What to work on
Please reproduce the listing in its entirety, exactly as written, but without images.

[Opening Data section]

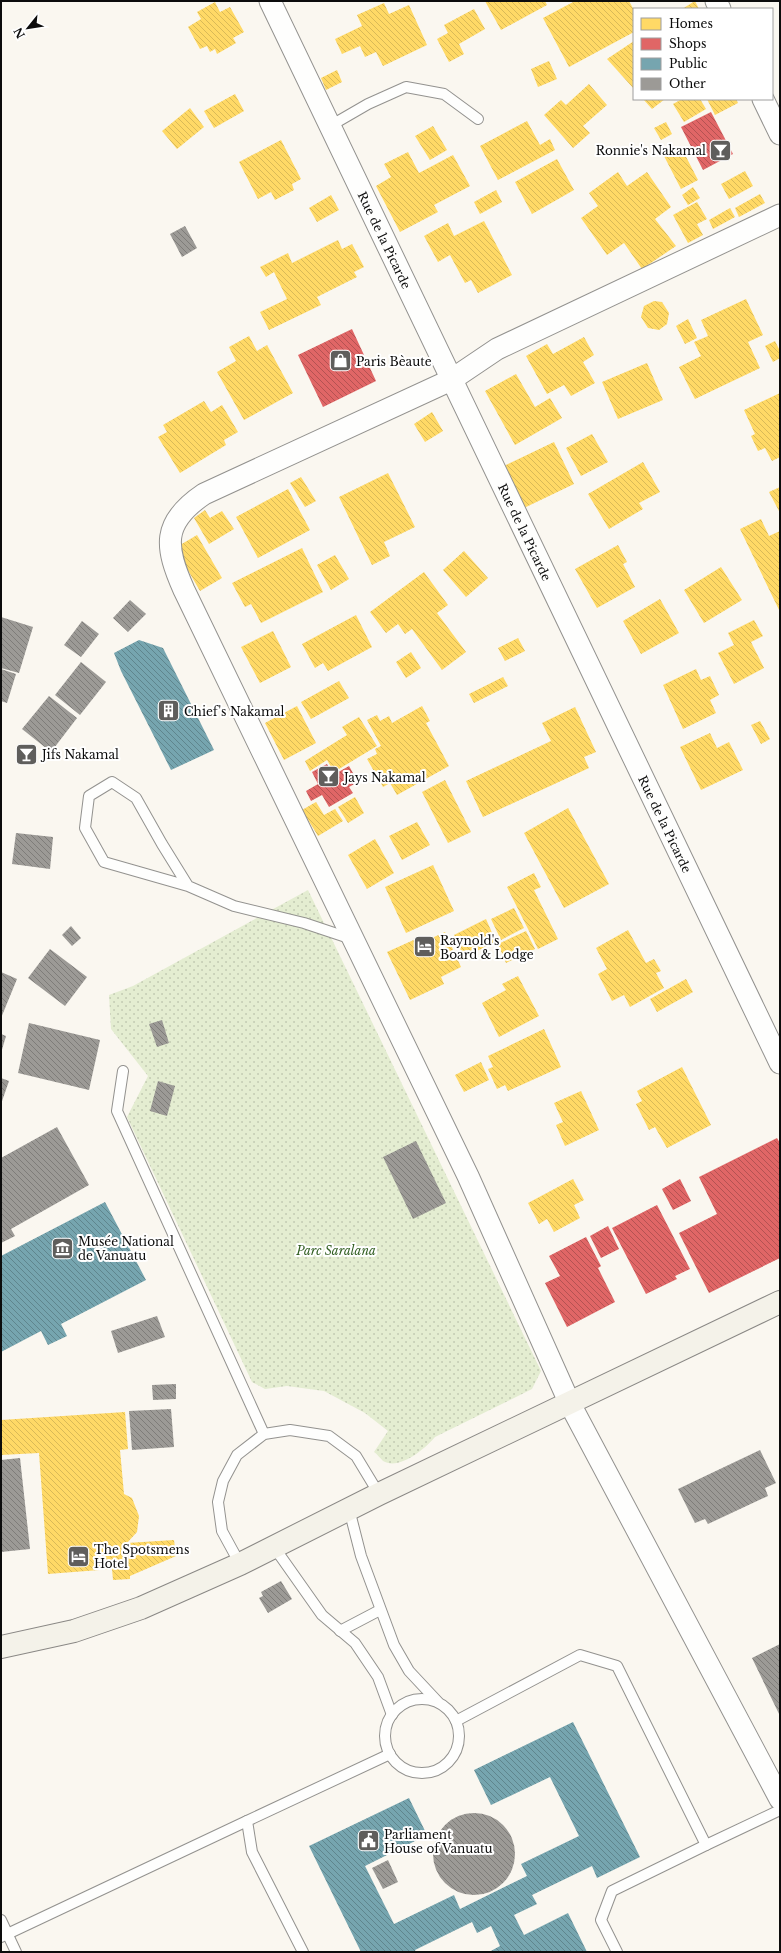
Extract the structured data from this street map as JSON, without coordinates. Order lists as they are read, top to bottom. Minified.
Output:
{"streets":{"street":["Rue de la Picarde"]},"parks":["Parc Saralana"],"places":{"bar":["Ronnie's Nakamal","Jifs Nakamal","Jays Nakamal"],"shop":["Paris Bèaute"],"building":["Chief's Nakamal"],"hotel":["Raynold's Board & Lodge","The Spotsmens Hotel"],"museum":["Musée National de Vanuatu"],"public building":["Parliament House of Vanuatu"]},"legend":["Homes","Shops","Public","Other"],"north":"bottom left"}
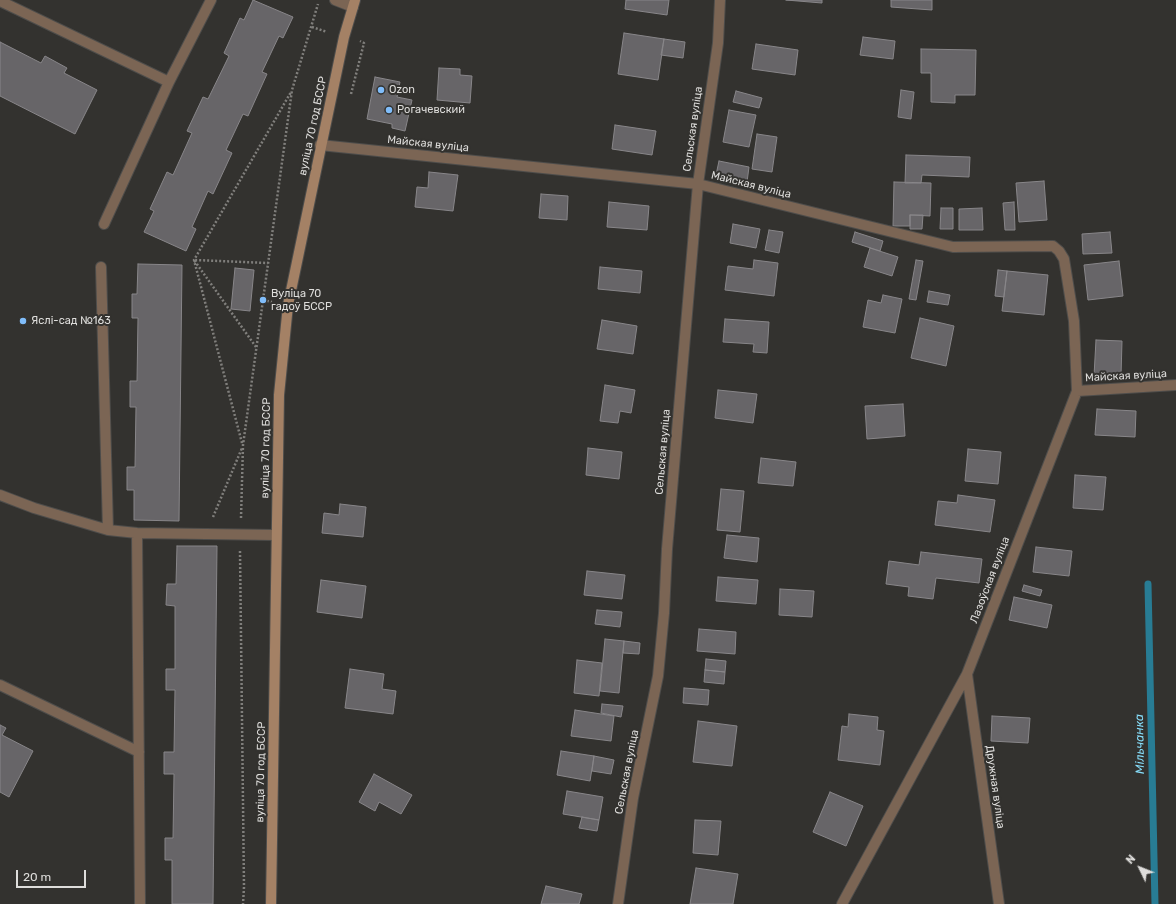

[Closing Data section]

Output for this task
Extract the structured data from this street map as JSON, without coordinates. Order lists as they are read, top to bottom. Minified.
Output:
{"streets":{"street":["Rue de la Picarde"]},"parks":["Parc Saralana"],"places":{"bar":["Ronnie's Nakamal","Jifs Nakamal","Jays Nakamal"],"shop":["Paris Bèaute"],"building":["Chief's Nakamal"],"hotel":["Raynold's Board & Lodge","The Spotsmens Hotel"],"museum":["Musée National de Vanuatu"],"public building":["Parliament House of Vanuatu"]},"legend":["Homes","Shops","Public","Other"],"north":"bottom left"}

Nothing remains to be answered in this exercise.